The romance between Carter and Emily is not a slow burn, which isn’t always common among clean reads. Their feelings for one another develop quickly, but being that they are both from upper echelon families in 1901, they must move slowly because propriety demands it. So there is still a push and pull that is fun to see. But it’s not a perfect story.

I love baseball and period pieces, so this was right up my alley. While the baseball scenes didn’t always feel accurate, it wasn’t anything I couldn’t get over or chalk up to turn of the century minor league nuances. While I have a deep love for baseball, I’m certainly not a baseball historian. I tried not to stop and look up facts while I was reading. That helped too.

There is a line about Carter being able to wrap his hands around Emily’s waist and his fingers meeting in the back. That disturbed me because I’m having trouble picturing a woman that thin being healthy. There are a couple of lines like this in the story that make me cringe.

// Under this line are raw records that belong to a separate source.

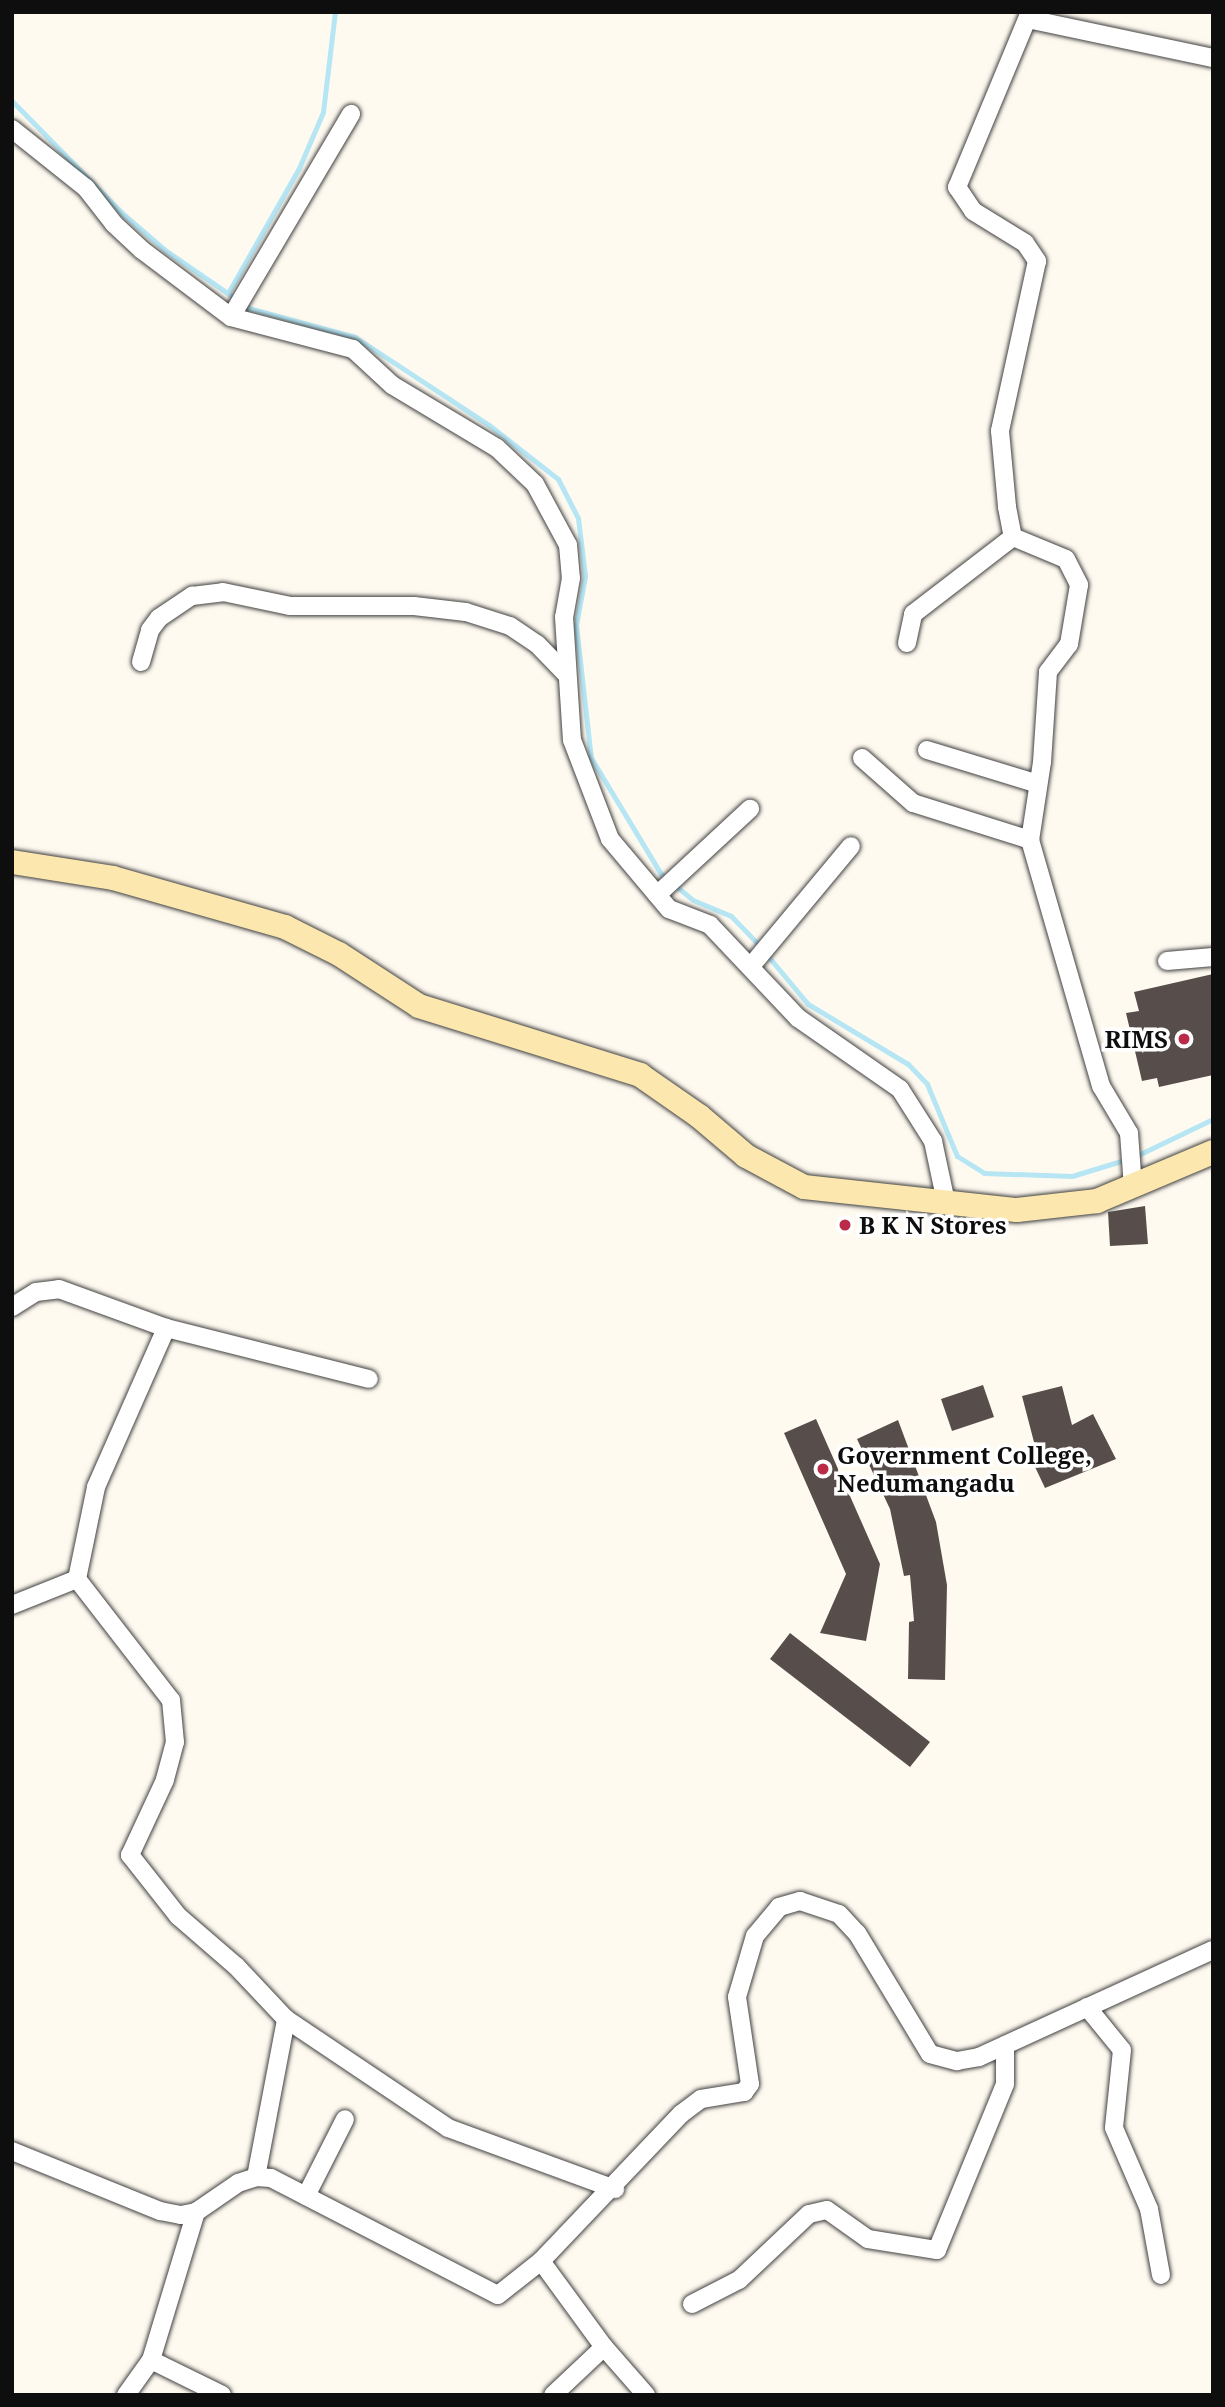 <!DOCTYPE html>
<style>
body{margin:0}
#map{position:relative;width:1225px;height:2407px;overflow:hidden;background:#fffaf0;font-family:"Noto Serif",serif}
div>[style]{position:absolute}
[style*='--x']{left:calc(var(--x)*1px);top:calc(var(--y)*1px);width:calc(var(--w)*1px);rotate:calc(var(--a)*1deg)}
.stream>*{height:5px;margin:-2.5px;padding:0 2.5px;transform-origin:2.5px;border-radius:2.5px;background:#b6e6f4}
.building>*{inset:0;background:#574e4b}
.roads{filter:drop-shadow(0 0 2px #414141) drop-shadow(0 0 2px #414141)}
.minor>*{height:18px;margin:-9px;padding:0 9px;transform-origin:9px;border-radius:9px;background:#fff}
.secondary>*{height:24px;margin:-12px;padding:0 12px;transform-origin:12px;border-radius:12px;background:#fce8ae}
.dots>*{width:19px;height:19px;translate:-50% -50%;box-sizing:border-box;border:4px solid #fff;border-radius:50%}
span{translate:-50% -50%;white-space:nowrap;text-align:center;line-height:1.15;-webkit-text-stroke:7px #fff;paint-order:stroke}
.poi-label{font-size:24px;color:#0e0e0e;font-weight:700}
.right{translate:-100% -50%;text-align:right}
.left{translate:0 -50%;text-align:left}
.frame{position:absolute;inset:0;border:14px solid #0e0e0e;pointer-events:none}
</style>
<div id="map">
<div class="stream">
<div style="--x:12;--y:101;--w:157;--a:45.5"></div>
<div style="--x:122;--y:213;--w:57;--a:40.7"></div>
<div style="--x:165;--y:250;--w:102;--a:34.6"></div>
<div style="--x:249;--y:308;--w:110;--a:15.3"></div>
<div style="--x:355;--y:337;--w:160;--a:33.3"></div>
<div style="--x:489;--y:425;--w:88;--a:38"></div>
<div style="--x:558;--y:479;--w:44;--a:62.9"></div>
<div style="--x:578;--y:518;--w:58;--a:83.1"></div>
<div style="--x:585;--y:576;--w:50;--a:100.4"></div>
<div style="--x:576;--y:625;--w:134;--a:83.6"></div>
<div style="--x:591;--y:758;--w:135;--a:58.9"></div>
<div style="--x:661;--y:874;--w:41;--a:39.1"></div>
<div style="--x:693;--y:900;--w:41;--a:22.8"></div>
<div style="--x:731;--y:916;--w:43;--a:45.9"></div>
<div style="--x:228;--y:293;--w:144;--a:-60.4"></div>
<div style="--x:299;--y:168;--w:61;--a:-66.8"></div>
<div style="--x:323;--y:112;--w:101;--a:-83.2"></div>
<div style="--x:767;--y:955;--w:64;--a:50.1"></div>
<div style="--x:808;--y:1004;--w:117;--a:31"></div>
<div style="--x:908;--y:1064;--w:28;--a:46"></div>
<div style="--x:927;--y:1084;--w:78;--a:67.4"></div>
<div style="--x:957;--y:1156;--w:32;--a:32"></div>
<div style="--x:984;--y:1173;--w:88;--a:2"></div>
<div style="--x:1072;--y:1176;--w:65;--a:-17"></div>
<div style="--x:1134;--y:1157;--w:88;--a:-25.7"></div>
</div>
<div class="building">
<div style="clip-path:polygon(1213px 974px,1213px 1075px,1159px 1087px,1157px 1078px,1142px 1081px,1126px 1013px,1139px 1011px,1134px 992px)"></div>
<div style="clip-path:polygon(1145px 1206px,1148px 1244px,1110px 1246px,1108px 1212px)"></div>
<div style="clip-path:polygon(983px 1385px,994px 1417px,952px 1431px,941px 1399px)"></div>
<div style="clip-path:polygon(1062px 1386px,1072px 1425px,1093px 1414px,1116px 1459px,1045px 1488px,1027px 1450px,1035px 1446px,1022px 1396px)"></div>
<div style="clip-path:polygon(816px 1419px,880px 1564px,866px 1641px,820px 1633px,846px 1574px,784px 1433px)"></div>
<div style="clip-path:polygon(898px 1420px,936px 1522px,947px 1585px,945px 1680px,908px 1679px,909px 1622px,914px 1621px,910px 1575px,904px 1576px,890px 1509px,857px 1439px)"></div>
<div style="clip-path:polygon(790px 1633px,930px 1742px,910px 1767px,770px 1659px)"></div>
</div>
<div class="roads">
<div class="minor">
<div style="--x:1030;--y:12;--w:190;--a:112.6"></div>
<div style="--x:957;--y:187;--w:29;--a:56"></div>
<div style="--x:973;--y:211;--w:61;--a:31.6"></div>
<div style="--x:1025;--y:243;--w:22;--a:56"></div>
<div style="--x:1037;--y:261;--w:174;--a:102.3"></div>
<div style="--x:1000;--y:431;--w:76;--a:84.7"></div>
<div style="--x:1007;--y:507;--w:31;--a:79"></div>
<div style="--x:1013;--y:537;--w:57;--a:22.5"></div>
<div style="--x:1066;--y:559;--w:29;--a:63"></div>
<div style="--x:1079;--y:585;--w:60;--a:99.6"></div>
<div style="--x:1069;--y:644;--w:35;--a:127"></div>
<div style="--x:1048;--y:672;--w:90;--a:93.8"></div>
<div style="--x:1042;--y:762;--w:79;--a:98.7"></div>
<div style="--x:1030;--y:840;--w:256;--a:73.9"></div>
<div style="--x:1101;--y:1086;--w:55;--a:59.2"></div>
<div style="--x:1129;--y:1133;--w:54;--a:85.8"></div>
<div style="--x:1028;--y:19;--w:189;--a:11.9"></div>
<div style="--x:12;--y:129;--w:95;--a:38.6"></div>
<div style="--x:86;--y:188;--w:46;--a:52.1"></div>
<div style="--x:114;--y:224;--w:38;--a:43"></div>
<div style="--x:142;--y:250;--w:111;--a:37"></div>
<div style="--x:231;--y:317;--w:126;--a:14.7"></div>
<div style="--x:353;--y:349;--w:53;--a:42.7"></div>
<div style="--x:392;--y:385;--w:122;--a:31"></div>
<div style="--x:497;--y:448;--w:52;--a:43.5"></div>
<div style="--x:535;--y:484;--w:69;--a:61.6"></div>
<div style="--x:568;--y:545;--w:33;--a:85"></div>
<div style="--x:571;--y:578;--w:40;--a:100"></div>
<div style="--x:564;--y:617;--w:123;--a:86.3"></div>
<div style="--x:572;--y:740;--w:106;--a:69"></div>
<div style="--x:610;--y:839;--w:92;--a:49.9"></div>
<div style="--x:669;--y:909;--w:44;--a:21.3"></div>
<div style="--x:710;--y:925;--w:128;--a:46.6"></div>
<div style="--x:798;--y:1018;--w:124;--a:34.8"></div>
<div style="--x:900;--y:1089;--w:62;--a:57.6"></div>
<div style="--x:933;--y:1141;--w:62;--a:78"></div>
<div style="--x:231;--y:317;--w:236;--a:-59.4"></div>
<div style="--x:907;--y:643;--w:30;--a:-78"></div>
<div style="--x:913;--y:614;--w:126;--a:-37.6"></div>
<div style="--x:141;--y:662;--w:33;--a:-74"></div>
<div style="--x:150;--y:630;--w:15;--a:-53"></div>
<div style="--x:159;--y:618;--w:40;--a:-34"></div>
<div style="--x:192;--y:596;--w:31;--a:-7"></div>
<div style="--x:223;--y:592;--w:68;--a:11.8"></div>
<div style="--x:290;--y:606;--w:124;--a:0"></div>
<div style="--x:414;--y:606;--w:52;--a:6.6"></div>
<div style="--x:466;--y:612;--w:46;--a:17.7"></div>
<div style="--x:510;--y:626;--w:32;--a:34"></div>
<div style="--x:537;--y:644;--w:43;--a:45.9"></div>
<div style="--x:927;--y:750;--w:116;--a:17"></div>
<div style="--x:862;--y:758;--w:68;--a:41.4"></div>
<div style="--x:913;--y:803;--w:123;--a:17.5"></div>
<div style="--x:657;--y:895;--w:127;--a:-42.8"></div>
<div style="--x:1167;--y:961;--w:46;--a:-5"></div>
<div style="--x:751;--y:966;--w:156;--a:-50.2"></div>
<div style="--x:12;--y:1307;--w:28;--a:-32"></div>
<div style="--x:36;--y:1292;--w:23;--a:-7"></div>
<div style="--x:59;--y:1289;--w:114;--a:20"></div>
<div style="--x:166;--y:1328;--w:209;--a:14.1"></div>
<div style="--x:77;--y:1579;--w:153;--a:52.2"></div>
<div style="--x:171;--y:1700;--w:42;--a:84.6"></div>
<div style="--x:175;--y:1742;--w:39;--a:105"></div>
<div style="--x:165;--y:1780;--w:83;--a:115"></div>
<div style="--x:130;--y:1855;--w:78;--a:51.8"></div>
<div style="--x:178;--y:1916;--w:77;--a:40.8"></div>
<div style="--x:236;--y:1966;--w:73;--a:46.7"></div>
<div style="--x:286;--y:2019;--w:195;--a:33.9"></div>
<div style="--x:448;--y:2128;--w:178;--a:20.1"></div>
<div style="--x:12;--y:1605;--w:70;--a:-21.8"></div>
<div style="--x:77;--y:1579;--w:94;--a:-78.3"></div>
<div style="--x:96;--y:1487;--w:174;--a:-66.2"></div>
<div style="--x:1087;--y:2007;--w:55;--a:50.9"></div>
<div style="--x:1122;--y:2050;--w:78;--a:95.9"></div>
<div style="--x:1114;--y:2128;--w:88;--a:66.6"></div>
<div style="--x:1149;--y:2209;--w:67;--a:79.7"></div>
<div style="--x:12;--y:2151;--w:160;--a:22.1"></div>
<div style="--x:160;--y:2211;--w:21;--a:11"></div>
<div style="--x:181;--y:2215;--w:15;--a:-11"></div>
<div style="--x:196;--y:2212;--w:51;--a:-34.6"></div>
<div style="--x:238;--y:2183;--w:19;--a:-18"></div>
<div style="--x:256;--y:2177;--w:15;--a:4"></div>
<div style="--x:271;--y:2178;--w:255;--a:27.3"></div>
<div style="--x:498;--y:2295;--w:55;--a:-38.3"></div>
<div style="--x:541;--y:2261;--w:107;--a:53.8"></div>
<div style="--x:604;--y:2347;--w:64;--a:48.8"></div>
<div style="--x:256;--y:2177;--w:161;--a:-79.2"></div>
<div style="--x:306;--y:2196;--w:86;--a:-63.1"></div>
<div style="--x:541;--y:2261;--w:203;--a:-46.4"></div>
<div style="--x:681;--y:2114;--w:25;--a:-37"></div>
<div style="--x:701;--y:2099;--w:44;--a:-9.2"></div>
<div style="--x:744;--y:2092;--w:10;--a:-53"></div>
<div style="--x:750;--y:2084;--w:88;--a:-98.5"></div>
<div style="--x:737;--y:1997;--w:64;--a:-73.6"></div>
<div style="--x:755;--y:1936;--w:38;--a:-50"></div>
<div style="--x:779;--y:1907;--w:22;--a:-16"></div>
<div style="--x:800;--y:1901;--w:41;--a:18.4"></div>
<div style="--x:839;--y:1914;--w:26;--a:47"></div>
<div style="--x:857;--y:1933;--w:141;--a:58.9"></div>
<div style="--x:930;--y:2054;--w:28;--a:15"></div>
<div style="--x:957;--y:2061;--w:22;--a:-10"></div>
<div style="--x:979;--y:2057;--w:257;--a:-24.6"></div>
<div style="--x:692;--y:2304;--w:53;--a:-27.1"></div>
<div style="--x:739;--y:2280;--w:96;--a:-43.3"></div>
<div style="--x:809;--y:2214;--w:18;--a:-13"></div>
<div style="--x:827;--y:2210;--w:50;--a:35.3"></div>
<div style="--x:868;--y:2239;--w:70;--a:9.1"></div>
<div style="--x:937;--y:2250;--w:179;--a:-67.7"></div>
<div style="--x:1005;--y:2084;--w:39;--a:-90"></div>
<div style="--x:151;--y:2360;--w:79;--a:26.2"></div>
<div style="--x:126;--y:2395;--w:43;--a:-54.5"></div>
<div style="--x:151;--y:2360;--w:155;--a:-73.1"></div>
<div style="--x:553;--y:2395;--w:70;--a:-43.3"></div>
</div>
<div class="secondary">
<div style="--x:12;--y:862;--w:102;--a:9"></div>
<div style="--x:113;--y:878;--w:179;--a:15.9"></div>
<div style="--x:285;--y:927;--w:60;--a:26.6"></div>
<div style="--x:339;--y:954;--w:95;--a:33"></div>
<div style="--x:419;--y:1006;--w:232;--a:17.3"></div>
<div style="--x:640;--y:1075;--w:72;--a:34.8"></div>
<div style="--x:699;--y:1116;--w:62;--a:40.4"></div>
<div style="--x:746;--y:1156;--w:66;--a:28.1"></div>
<div style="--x:804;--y:1187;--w:214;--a:6.2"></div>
<div style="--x:1017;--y:1210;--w:81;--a:-6.4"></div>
<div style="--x:1097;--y:1201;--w:126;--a:-22.9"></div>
</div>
</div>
<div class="dots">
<div style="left:1184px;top:1039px;background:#bb2a46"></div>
<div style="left:845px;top:1225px;background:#bb2a46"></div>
<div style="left:823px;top:1469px;background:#bb2a46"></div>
</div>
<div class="poi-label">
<span class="right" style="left:1168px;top:1039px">RIMS</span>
<span class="left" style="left:859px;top:1225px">B K N Stores</span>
<span class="left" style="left:837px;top:1469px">Government College,<br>Nedumangadu</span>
</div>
<div class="frame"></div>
</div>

Can we please stop judging a woman’s beauty by how “impossibly small” her waist is?

I was also not impressed with the villain’s rationale. He’s willing to kill one threat to his plan, but not another. This is a little too convenient for me. It didn’t feel very well planned out.

There is also zero diversity in this book. The entire cast is upper-class white people.

If you can get past those things, it’s a cute book. If any of those sound like deal breakers to you, skip it.